ST. JOSEPH – The Heartland Interstate Strategy (HIS) team’s efforts to target the Interstate 29 corridor for the gospel were bolstered by plans to hire a coordinator stationed in Missouri and to work with Midwestern Baptist Theological Seminary’s Center for Church Planting.
The HIS team met Oct. 21 in St. Joseph, the southernmost hub city on the corridor that stretches through the Upper Midwest into Canada.
During the meeting, a job description and responsibilities for the HIS coordinator were discussed. Mark Elliott, director of missions for the Eastern Nebraska Baptist Association and chair of the group, said the position is critical to advancing the vision into a working plan for reaching the lost of the region.
“We need somebody who can see the big picture and see the multitude of opportunity,” Elliott said. “There’s tremendous need to see it in a coordinated fashion.”
The North American Mission Board is funding the position through a special relationship with state conventions in the South Region. The coordinator will be housed at the Missouri Baptist Convention (MBC) and will begin working next year. John Yeats, executive director of the MBC, said the new position will likely share HIS responsibilities with other duties.
Joshua Hedger, the newly appointed director of the Center for Church Planting at Midwestern Seminary, told the group that the I-29 corridor, along with Kansas City, St. Louis, Chicago and Detroit, will be a focus area for church planting.
“We believe you cannot train church planters in the classroom,” Hedger said. “You have to train them in the field.”
Midwestern Seminary’s opening of a Center for Church Planting is an exciting development for the HIS team, because it opens up more opportunities for interns and staff to be in the field. Reaching the Upper Midwest, where Baptist and evangelic influence is light, will require dedication, team members noted.
Church plants are bringing a new dynamic, said Morgan Medford, church planting catalyst for the Dakota Baptist Convention.
“Some of our existing pastors are being energized by the new guys,” Medford said. “It has the opportunity to start a strong movement of God across the Dakotas.”
One goal for the HIS team is to have one existing congregation step forward to serve as a church planting base for each hub city along the corridor.
Scott Murphy is a church planter in Atchison, Kan., located across the Missouri River from St. Joseph. He described the challenges in reaching a city designated as the most haunted place in Kansas that hosts ghost tours.

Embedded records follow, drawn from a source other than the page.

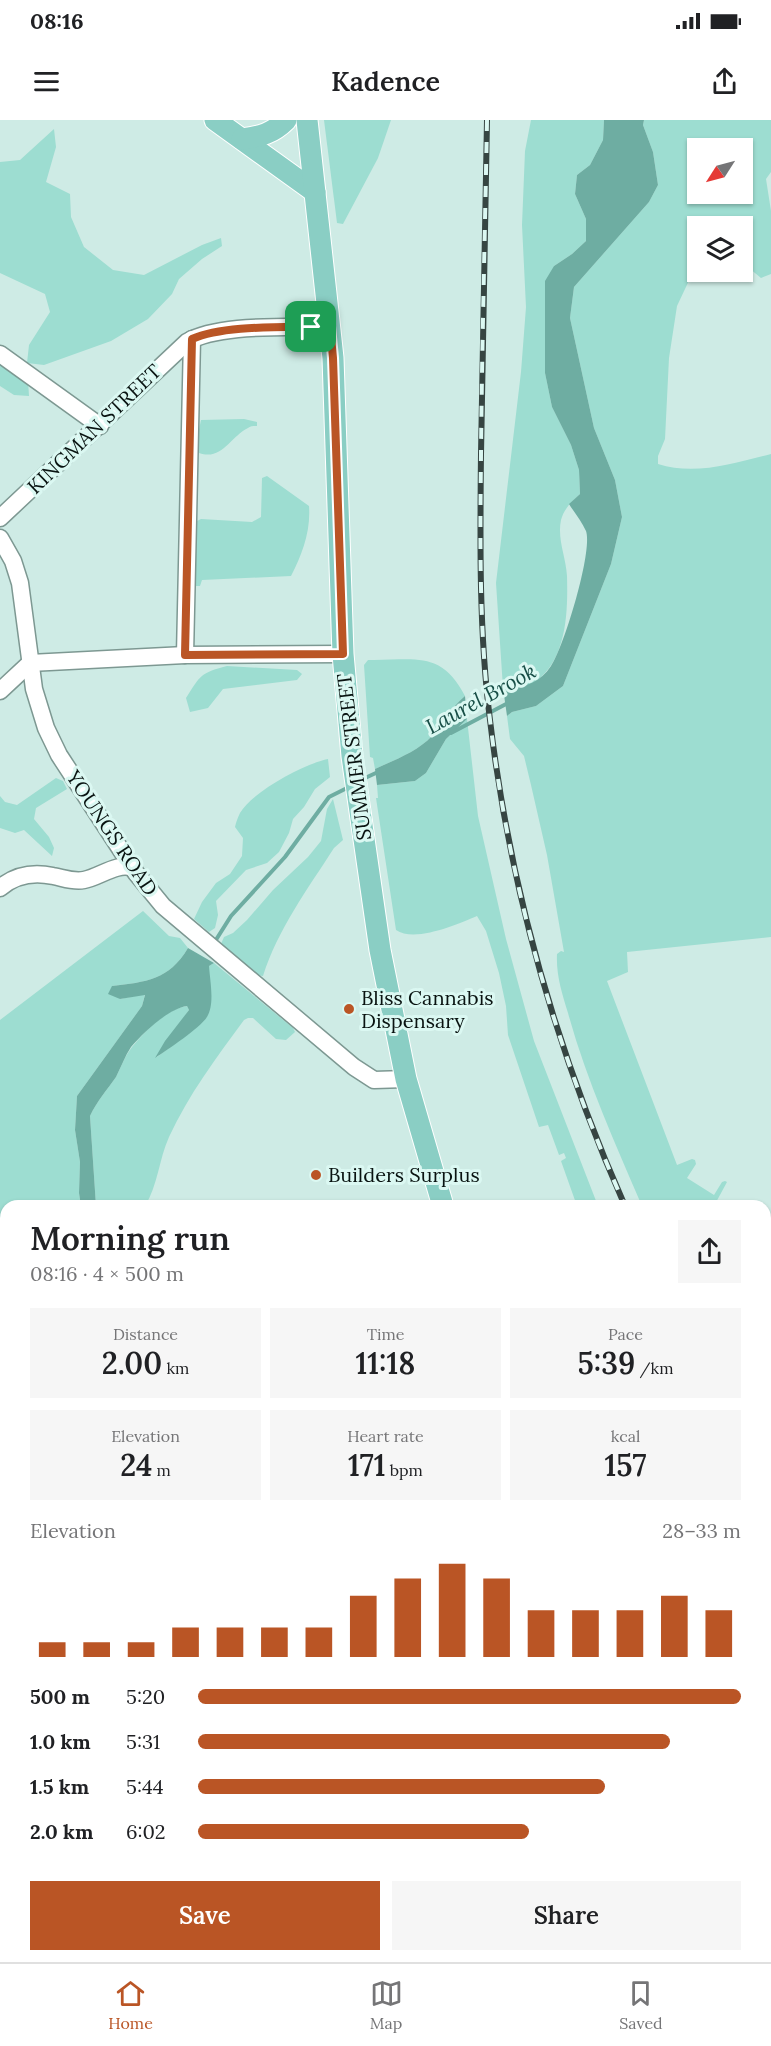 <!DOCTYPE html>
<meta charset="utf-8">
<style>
:root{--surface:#fff;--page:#f6f6f6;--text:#202124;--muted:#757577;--line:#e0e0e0;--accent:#ba5525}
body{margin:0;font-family:Lora,serif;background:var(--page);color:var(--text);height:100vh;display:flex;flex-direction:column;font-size:22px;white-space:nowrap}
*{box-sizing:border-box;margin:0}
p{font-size:20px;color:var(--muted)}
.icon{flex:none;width:33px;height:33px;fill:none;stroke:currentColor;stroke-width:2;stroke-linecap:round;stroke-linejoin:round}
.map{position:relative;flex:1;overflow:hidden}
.panel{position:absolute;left:0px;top:1080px;width:771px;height:762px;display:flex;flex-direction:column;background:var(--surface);border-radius:18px 18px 0 0;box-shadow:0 2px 4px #0004}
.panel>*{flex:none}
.needle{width:39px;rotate:234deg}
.fabs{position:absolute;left:687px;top:18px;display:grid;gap:12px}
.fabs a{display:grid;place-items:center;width:66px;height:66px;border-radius:0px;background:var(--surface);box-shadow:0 2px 4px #0004;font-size:30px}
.pin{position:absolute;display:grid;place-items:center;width:51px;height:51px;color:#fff;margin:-26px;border-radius:12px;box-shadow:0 3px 9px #0006}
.round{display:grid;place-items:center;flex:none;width:63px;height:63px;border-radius:0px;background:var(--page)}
.headline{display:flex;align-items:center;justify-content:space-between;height:102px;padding:0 30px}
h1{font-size:33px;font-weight:600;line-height:45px}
.stats{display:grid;grid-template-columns:repeat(3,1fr);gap:9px;height:102px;padding:6px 30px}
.stats div{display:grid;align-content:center;border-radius:0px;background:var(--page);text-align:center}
.stats b{font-size:30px;font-weight:600}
.stats small{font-size:16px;font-weight:400}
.stats p{font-size:16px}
.chart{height:168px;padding:12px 30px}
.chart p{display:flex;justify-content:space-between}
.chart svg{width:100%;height:108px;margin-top:6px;stroke:var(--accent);stroke-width:6}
.cta{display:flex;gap:12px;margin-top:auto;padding:12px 30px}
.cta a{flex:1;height:69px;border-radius:0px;background:var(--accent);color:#fff;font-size:24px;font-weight:600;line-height:69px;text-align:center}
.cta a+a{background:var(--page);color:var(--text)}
ul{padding:0 30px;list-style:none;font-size:20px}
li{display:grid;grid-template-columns:96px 72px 1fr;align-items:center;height:45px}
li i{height:15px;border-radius:8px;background:var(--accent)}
.status{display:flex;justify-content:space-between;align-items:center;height:42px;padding:0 30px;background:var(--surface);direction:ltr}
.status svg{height:16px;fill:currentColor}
header{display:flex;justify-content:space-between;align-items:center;height:78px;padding:0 30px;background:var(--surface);font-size:27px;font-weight:600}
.tabs{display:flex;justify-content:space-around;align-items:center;height:84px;border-top:2px solid var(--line);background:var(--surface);font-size:16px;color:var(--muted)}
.tabs a{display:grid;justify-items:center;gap:3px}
.tabs .selected{color:var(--accent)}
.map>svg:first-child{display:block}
.green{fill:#9dddd1;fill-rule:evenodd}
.water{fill:#6eada2}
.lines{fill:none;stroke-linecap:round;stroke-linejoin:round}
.stream{stroke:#6eada2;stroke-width:4}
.minor-casing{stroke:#7d9892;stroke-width:19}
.major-casing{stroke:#fff;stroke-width:23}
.minor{stroke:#fff;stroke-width:16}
.major{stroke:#8acec4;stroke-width:21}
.rail-casing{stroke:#364542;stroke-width:6}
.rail{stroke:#dbf8f2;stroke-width:4;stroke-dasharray:11;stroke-linecap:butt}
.route-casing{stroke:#fff;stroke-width:12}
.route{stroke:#ba5525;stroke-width:8}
.poi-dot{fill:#ba5525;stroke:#dbf8f2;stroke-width:2}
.labels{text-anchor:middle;stroke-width:6;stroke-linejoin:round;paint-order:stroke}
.street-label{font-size:20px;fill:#091311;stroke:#dbf8f2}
.poi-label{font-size:20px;fill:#091311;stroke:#dbf8f2;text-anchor:start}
.water-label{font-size:21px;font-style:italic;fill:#174e46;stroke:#dbf8f2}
</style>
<div class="status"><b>08:16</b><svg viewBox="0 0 49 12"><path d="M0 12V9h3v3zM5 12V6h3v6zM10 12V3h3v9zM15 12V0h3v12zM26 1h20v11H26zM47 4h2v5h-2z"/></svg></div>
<header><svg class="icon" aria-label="menu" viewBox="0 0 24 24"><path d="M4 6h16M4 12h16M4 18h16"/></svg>Kadence<svg class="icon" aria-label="share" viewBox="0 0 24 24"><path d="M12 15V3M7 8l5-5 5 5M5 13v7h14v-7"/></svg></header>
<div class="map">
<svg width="771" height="1842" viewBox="0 0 771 1842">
<rect width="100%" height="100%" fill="#ceebe5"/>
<!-- green -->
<g class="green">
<path d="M 324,0 L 391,0 L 378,38 L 343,104 L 337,103 Z"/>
<path d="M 531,0 L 604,0 L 603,20 L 590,45 L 577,55 L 575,74 L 586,99 L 586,121 L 572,134 L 554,146 L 545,187 L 545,253 L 552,287 L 571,325 L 579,350 L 580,374 C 571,382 564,389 561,400 C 557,419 566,437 567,456 C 568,493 567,544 530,565 C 524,569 511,568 503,568 L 496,463 L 521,252 L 526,187 L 522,105 L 525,31 Z"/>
<path d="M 644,0 L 771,0 L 771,52 L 766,59 L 771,91 L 771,154 L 761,158 L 743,143 L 742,106 L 698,106 L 697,147 L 693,152 L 677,186 L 669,238 L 665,319 L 658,336 L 658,344 C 695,356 735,343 771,334 L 771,817 L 627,832 L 628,852 L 607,861 L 677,1045 L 692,1039 L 695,1040 L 696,1044 L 687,1058 L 714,1075 L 722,1062 L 725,1061 L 727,1062 L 714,1086 L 642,1086 C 615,1023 586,959 568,893 C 562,873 556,855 557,834 L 561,831 L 564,832 L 547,735 L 531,665 L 524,636 L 510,619 L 507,596 L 512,592 L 536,586 L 563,566 L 611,444 L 622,397 L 615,360 L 594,308 L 570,198 L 574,167 L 649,82 L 658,65 L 653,32 L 643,5 ZM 698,28 L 742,28 L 742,74 L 698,74 Z"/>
<path d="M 54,9 L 56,27 L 46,62 L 70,74 L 71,97 L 84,127 L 113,150 L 144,155 L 202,125 L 221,118 L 222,126 L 202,139 L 179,159 L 172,174 L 148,199 L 111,221 L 44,245 L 27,243 L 29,225 L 50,192 L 45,174 L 0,153 L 0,42 L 20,40 Z"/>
<path d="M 0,242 L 28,261 L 29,276 L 14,275 L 0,266 Z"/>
<path d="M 244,299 L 257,302 L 257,306 C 254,306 250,306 248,308 C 230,317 222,341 199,333 L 196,324 L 201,300 Z"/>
<path d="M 267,356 L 309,386 C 311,411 302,435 291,456 L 202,460 L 200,466 L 196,466 L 191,463 L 195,402 L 201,399 L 252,402 L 261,397 L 262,358 Z"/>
<path d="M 368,540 C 413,541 441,529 465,576 C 449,590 445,601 432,616 C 417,632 394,640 375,649 L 373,638 L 370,637 L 364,545 Z"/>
<path d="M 227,546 L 297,550 L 302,554 L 297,560 L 223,569 L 208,588 L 190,592 L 186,578 C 201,555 200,553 227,546 Z"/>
<path d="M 467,599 L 478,696 L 506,819 L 534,921 L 598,1086 L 577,1086 L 561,1041 L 566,1038 L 564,1033 L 559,1035 L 548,1005 L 539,1007 L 508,915 L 506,886 L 499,853 L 486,811 L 477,796 C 458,804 415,823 396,810 L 376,678 L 378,678 L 377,665 L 415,661 L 426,653 L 446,619 Z"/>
<path d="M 328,639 L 330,657 L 315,669 L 304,687 L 293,699 L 289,713 L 279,732 L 267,743 L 246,750 L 216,781 L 218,795 L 215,808 L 209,812 L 194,799 L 202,782 L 216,763 L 230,754 L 242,736 L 243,718 L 235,707 C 236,702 238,697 240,693 C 252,672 304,644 328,639 Z"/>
<path d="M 56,658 L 63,661 L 67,669 L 36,688 L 34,699 L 49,717 L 54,728 L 52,736 L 24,710 L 15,713 L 0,708 L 0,676 L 5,682 L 17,685 Z"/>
<path d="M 333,679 L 343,720 L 334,728 C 307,770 278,809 263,856 L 256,855 L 221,824 L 224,817 L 233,813 L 247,800 L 273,770 L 308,737 L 321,721 L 327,689 Z"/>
<path d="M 143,791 L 169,816 L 180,818 L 188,828 C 169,860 146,862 112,866 L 120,879 L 145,874 L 142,886 L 77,976 L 75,1010 L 80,1042 L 79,1073 L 81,1086 L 6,1086 L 6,1836 L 172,1836 L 174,1841 L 173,1842 L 0,1842 L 0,900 Z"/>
<path d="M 214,843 L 293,908 L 295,912 L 286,920 L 276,919 L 253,898 L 248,898 L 244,900 C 216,938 189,974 169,1017 C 159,1039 158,1065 145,1086 L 96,1086 L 90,996 C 97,981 107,970 116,957 C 121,947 125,936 132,927 C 145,911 166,889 187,886 L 189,890 L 157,937 L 177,922 L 207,897 L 209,846 Z"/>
<path d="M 765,1219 L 771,1226 L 771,1285 L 765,1284 Z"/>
</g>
<!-- water -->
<g class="water">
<path d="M 604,0 L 644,0 L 643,5 L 653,32 L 658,65 L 649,82 L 574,167 L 570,198 L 594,308 L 615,360 L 622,397 L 611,444 L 563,566 L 536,586 L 512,592 L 507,596 L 503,568 C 522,569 540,563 551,546 C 564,527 593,431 586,411 C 582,402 574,392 569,384 L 580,374 L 579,350 L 571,325 L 552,287 L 545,253 L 545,161 L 554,146 L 572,134 L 586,121 L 586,99 L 575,74 L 577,55 L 590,45 L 603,20 Z"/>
<path d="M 465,576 L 467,599 L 446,619 L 426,653 L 415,661 L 377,665 L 375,649 C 394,640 417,632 432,616 C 445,601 449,590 465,576 Z"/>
<path d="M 188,828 L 214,843 L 209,846 C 210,861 215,884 207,897 C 200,908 167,930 155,938 L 165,921 L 189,890 L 187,886 C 168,889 144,912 131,927 C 125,936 121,947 116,957 C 107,970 97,981 90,996 L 96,1086 L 81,1086 L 79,1073 L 80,1042 L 75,1010 L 77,976 L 142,886 L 145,875 L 120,879 L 108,874 L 112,866 C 146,862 169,860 188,828 Z"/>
</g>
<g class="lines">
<!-- stream -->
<g class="stream">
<path d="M 451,613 L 508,583"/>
<path d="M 363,659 L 378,652"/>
<path d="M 214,823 L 231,796 L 285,737 L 329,677 L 349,667"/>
<path d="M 0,1160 L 6,1155"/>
<path d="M 0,1714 L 6,1758"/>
<path d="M 23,1836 L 26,1842"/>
</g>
<!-- minor casing -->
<g class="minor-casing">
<g id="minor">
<path d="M 0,234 L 100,306"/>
<path d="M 0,398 L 187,222 C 220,203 290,208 330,206"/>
<path d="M 0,418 L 13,441 L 20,463 L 34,569 L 46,608 L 59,635 L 136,753 L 163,786 L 354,947 L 374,960 L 406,959"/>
<path d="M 185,535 L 192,219"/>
<path d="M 0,571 L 30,543 L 185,535 L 343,534"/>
<path d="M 0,768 C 15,755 34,752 53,756 C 64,758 72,762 84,760 C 100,757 117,742 133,748"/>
<path d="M 765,1588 L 771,1587"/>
<path d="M 765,1718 L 771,1716"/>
<path d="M 337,1836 L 338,1842"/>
<path d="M 627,1842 L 647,1836"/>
</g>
</g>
<!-- major casing -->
<g class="major-casing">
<g id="major">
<path d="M 215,0 L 315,72"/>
<path d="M 307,0 L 333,238 L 343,534 L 352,636 L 380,830 L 406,959 L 443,1086"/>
<path d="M 242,19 C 260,17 273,13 286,0"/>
<path d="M 765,1297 L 771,1298"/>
<path d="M 679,1836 L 681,1842"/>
</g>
</g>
<!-- minor -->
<use href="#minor" class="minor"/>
<!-- major -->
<use href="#major" class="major"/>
<!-- rail casing -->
<g class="rail-casing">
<g id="rail">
<path d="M 487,0 C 485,111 482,222 481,334 C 480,423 479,512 490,600 C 510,770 556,930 625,1086"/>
<path d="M 765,1392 L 771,1405"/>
<path d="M 765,1412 L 771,1425"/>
</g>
</g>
<!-- rail -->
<use href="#rail" class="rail"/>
</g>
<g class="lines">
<!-- route casing -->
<g class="route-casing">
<path id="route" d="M 330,206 L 333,238 L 343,534 L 185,535 L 192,219 C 226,204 291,208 330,206 Z"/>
</g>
<!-- route -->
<use href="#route" class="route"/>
</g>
<!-- markers -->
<g class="poi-dot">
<circle cx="349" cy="889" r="6"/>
<circle cx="316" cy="1055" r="6"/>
</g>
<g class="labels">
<!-- street labels -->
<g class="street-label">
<text transform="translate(94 309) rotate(-44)" y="7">KINGMAN STREET</text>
<text transform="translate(354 637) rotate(-97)" y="7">SUMMER STREET</text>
<text transform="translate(112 713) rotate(56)" y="7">YOUNGS ROAD</text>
</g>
<!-- poi labels -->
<g class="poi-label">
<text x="361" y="885">Bliss Cannabis<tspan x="361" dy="23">Dispensary</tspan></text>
<text x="328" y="1062">Builders Surplus</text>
</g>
<!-- water labels -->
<g class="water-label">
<text transform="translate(481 579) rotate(-29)" y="7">Laurel Brook</text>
</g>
</g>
</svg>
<div class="fabs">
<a><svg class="needle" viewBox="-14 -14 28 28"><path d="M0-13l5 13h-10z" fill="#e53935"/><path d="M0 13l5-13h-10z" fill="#757577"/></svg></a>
<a><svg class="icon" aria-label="layers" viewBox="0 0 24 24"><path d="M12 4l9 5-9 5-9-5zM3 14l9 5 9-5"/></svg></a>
</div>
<div class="pin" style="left:311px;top:207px;background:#1e9e55"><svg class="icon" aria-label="arrive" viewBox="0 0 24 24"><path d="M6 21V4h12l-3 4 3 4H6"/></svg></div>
<section class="panel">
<div class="headline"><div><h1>Morning run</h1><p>08:16 · 4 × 500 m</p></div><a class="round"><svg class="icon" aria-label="share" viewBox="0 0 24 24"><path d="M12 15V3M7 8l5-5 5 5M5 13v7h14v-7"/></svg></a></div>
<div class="stats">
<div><p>Distance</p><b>2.00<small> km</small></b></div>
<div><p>Time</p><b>11:18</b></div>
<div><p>Pace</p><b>5:39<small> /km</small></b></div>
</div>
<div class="stats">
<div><p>Elevation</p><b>24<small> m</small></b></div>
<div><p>Heart rate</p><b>171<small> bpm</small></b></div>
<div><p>kcal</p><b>157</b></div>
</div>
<div class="chart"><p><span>Elevation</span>28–33 m</p>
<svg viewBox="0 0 160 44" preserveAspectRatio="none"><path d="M5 44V38M15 44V38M25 44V38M35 44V32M45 44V32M55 44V32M65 44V32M75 44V19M85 44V12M95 44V6M105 44V12M115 44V25M125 44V25M135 44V25M145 44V19M155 44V25"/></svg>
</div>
<ul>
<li><b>500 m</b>5:20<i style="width:100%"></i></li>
<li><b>1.0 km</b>5:31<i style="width:87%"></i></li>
<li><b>1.5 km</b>5:44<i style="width:75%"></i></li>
<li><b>2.0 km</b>6:02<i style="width:61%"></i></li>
</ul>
<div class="cta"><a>Save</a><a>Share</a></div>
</section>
</div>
<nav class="tabs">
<a class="selected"><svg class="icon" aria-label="home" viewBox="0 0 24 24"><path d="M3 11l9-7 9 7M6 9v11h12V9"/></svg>Home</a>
<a><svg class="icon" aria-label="map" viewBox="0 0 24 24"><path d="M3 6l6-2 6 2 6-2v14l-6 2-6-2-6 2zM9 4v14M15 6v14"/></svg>Map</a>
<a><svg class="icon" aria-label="saved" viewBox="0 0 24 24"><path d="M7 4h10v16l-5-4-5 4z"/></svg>Saved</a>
</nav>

“We have been praying and fighting against this on a spiritual level,” Murphy said. “Because this is the kind of thing that has been courted, a lot of people’s hearts have been destroyed.”
In this effort, a local supporting church is invaluable, he said.
The group’s next meeting is planned for December in Omaha. Next year, they will conduct a vision tour of the I-29 corridor.
“We could be at the embryonic stage where we could look back in 20 years and say ‘Behold the hand of God,’” Yeats said. “I get goose bumps just sitting here and thinking about what’s ahead of us. It’s incredible.”